Task details » Read the lines below. Copy out any that hold the string "lists".

Data provided »

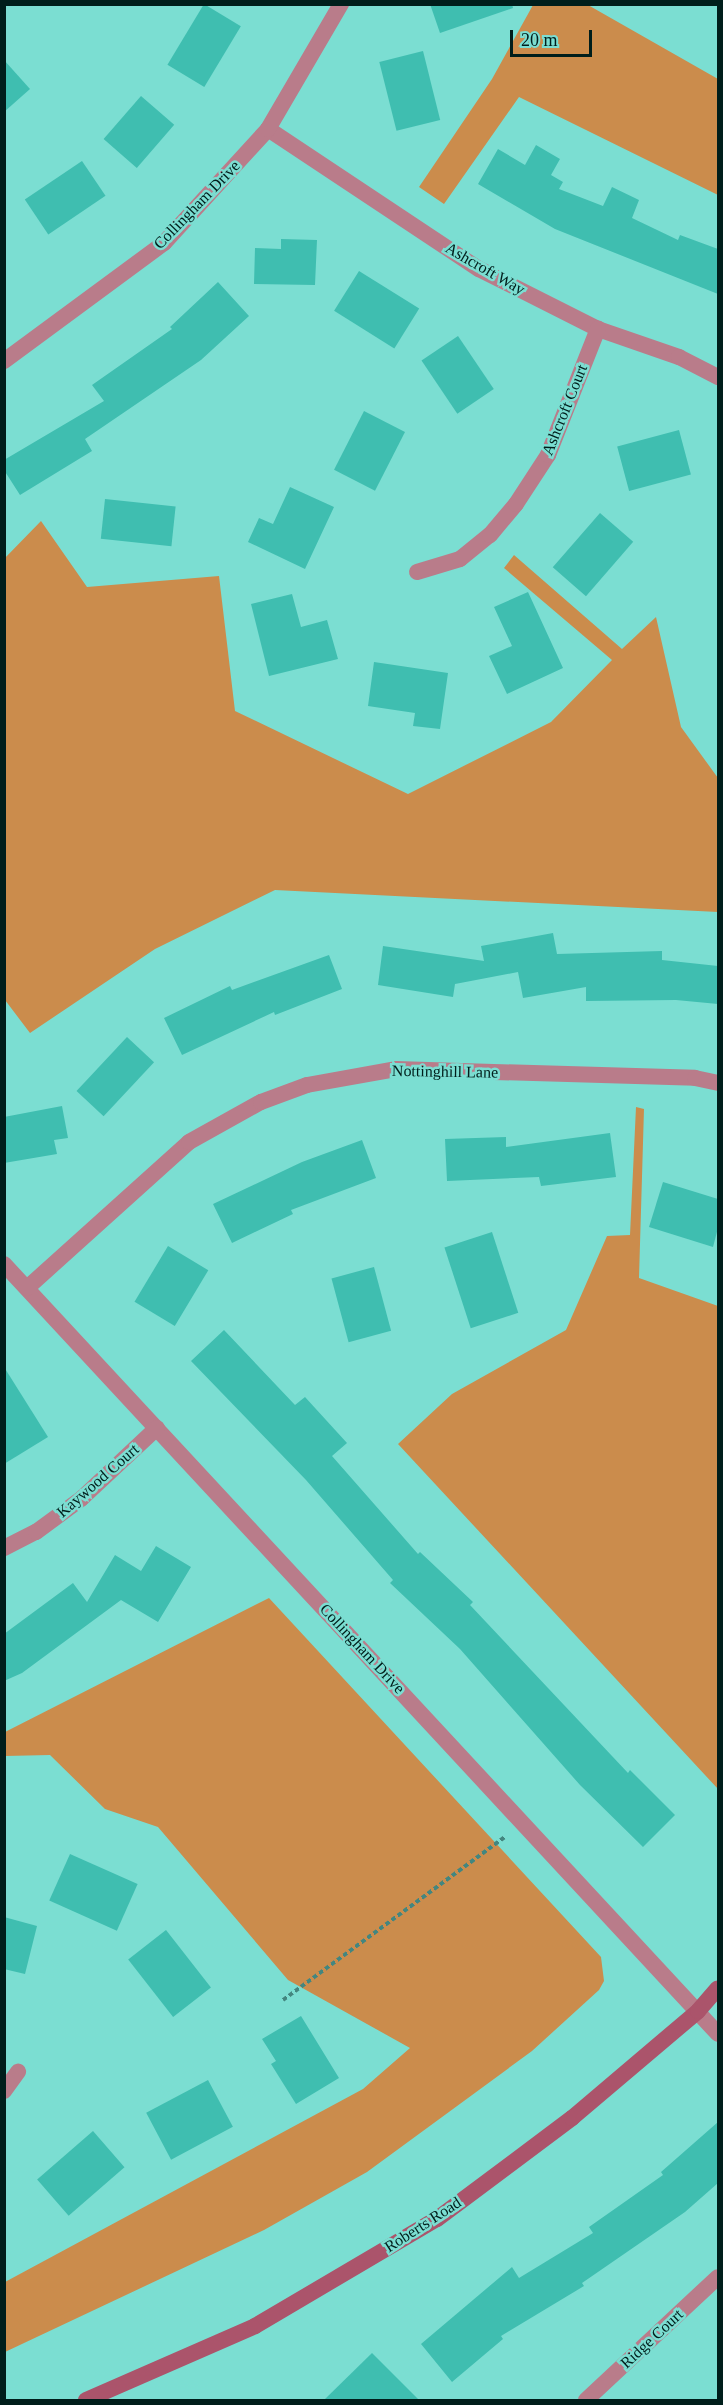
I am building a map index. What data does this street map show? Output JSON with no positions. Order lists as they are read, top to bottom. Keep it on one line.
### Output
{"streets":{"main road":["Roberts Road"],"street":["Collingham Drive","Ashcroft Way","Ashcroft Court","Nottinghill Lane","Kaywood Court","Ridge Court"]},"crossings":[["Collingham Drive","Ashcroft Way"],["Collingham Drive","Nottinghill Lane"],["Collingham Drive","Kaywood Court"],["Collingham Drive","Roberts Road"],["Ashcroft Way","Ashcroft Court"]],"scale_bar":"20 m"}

---

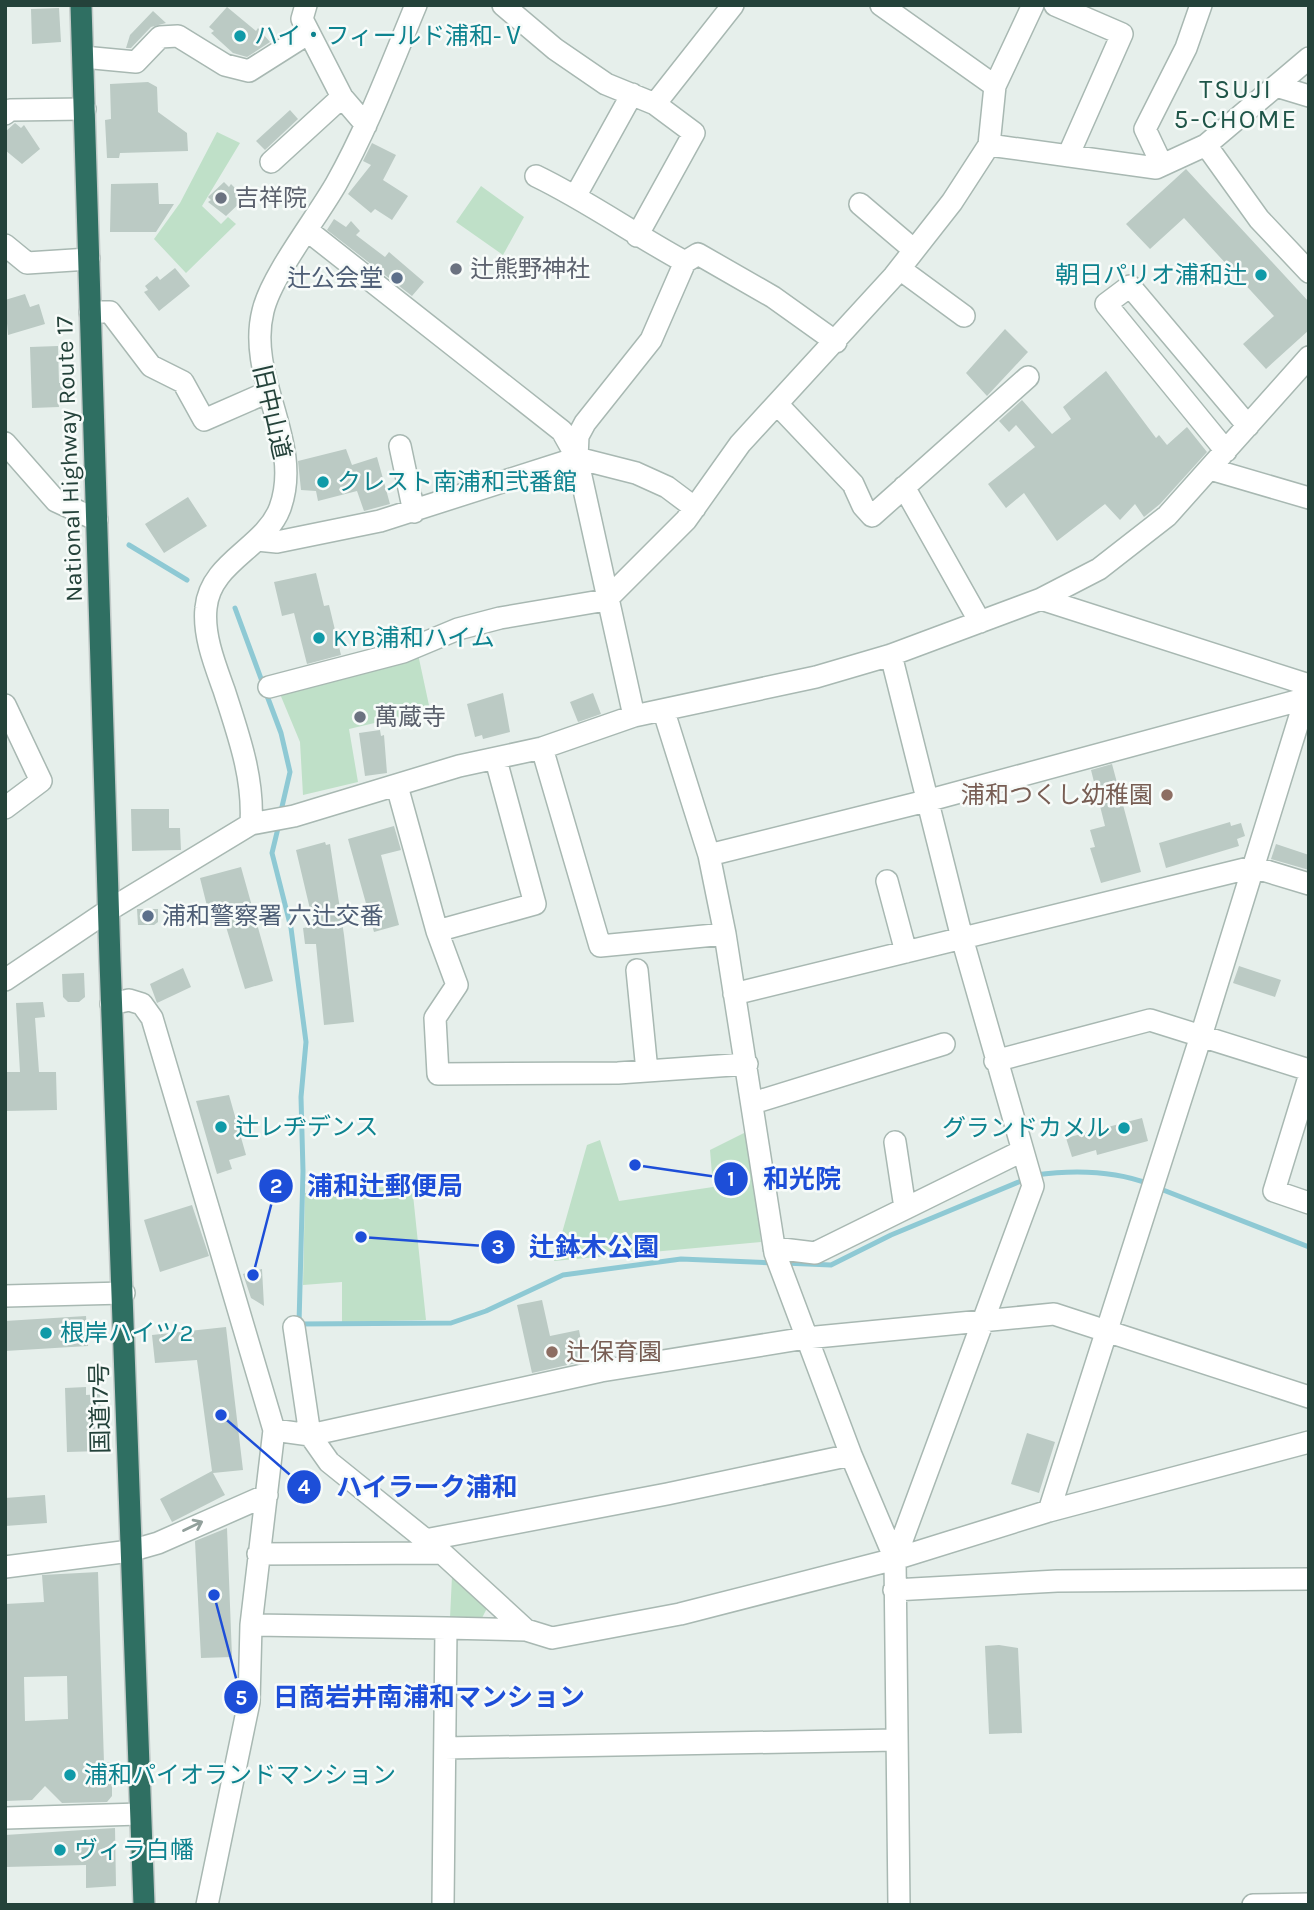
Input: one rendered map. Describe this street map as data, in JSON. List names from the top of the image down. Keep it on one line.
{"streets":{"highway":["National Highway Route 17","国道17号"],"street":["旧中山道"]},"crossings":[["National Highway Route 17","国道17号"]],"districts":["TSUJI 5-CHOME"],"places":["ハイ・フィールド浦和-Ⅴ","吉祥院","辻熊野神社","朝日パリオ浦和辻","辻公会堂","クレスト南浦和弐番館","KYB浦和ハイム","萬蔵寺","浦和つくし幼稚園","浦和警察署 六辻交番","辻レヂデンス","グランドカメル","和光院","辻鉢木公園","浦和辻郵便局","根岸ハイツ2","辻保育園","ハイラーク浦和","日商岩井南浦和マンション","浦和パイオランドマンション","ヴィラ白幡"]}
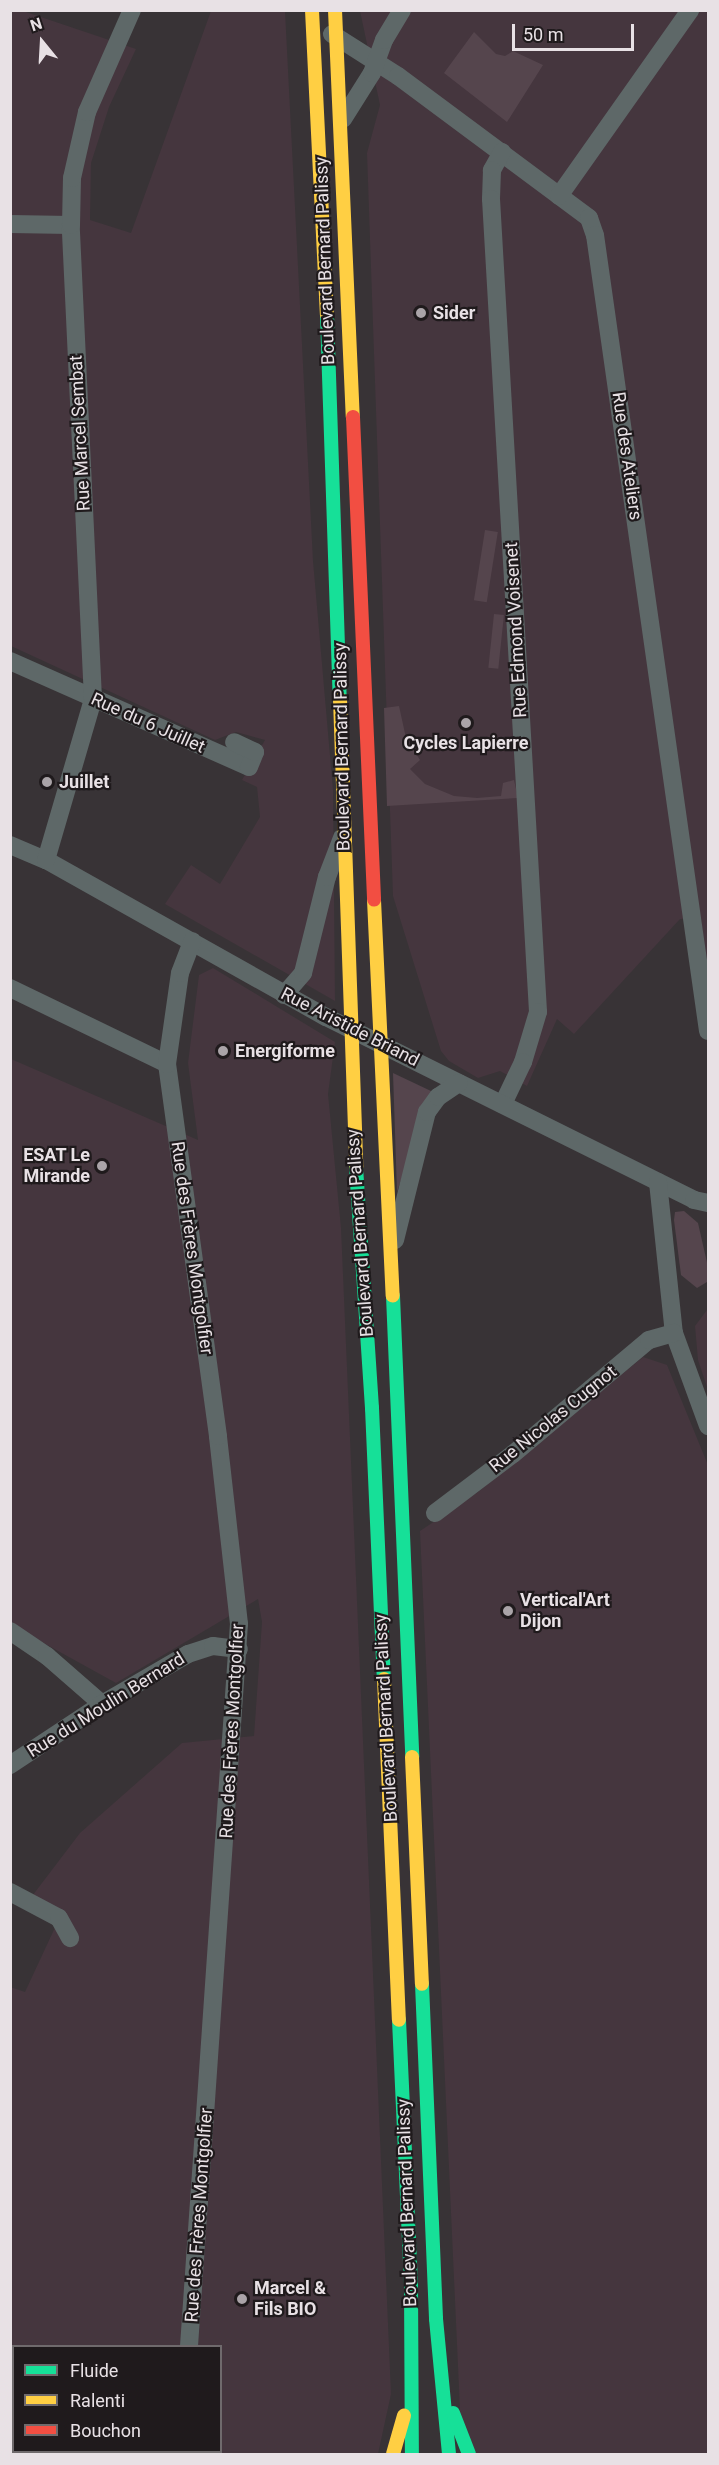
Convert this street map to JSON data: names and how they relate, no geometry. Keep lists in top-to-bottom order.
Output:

Finished exercise »
I am building a map index. What data does this street map show? Output JSON with no positions. Order lists as they are read, top to bottom. Keep it on one line.
Convert this street map to JSON data: names and how they relate, no geometry. Keep lists in top-to-bottom order.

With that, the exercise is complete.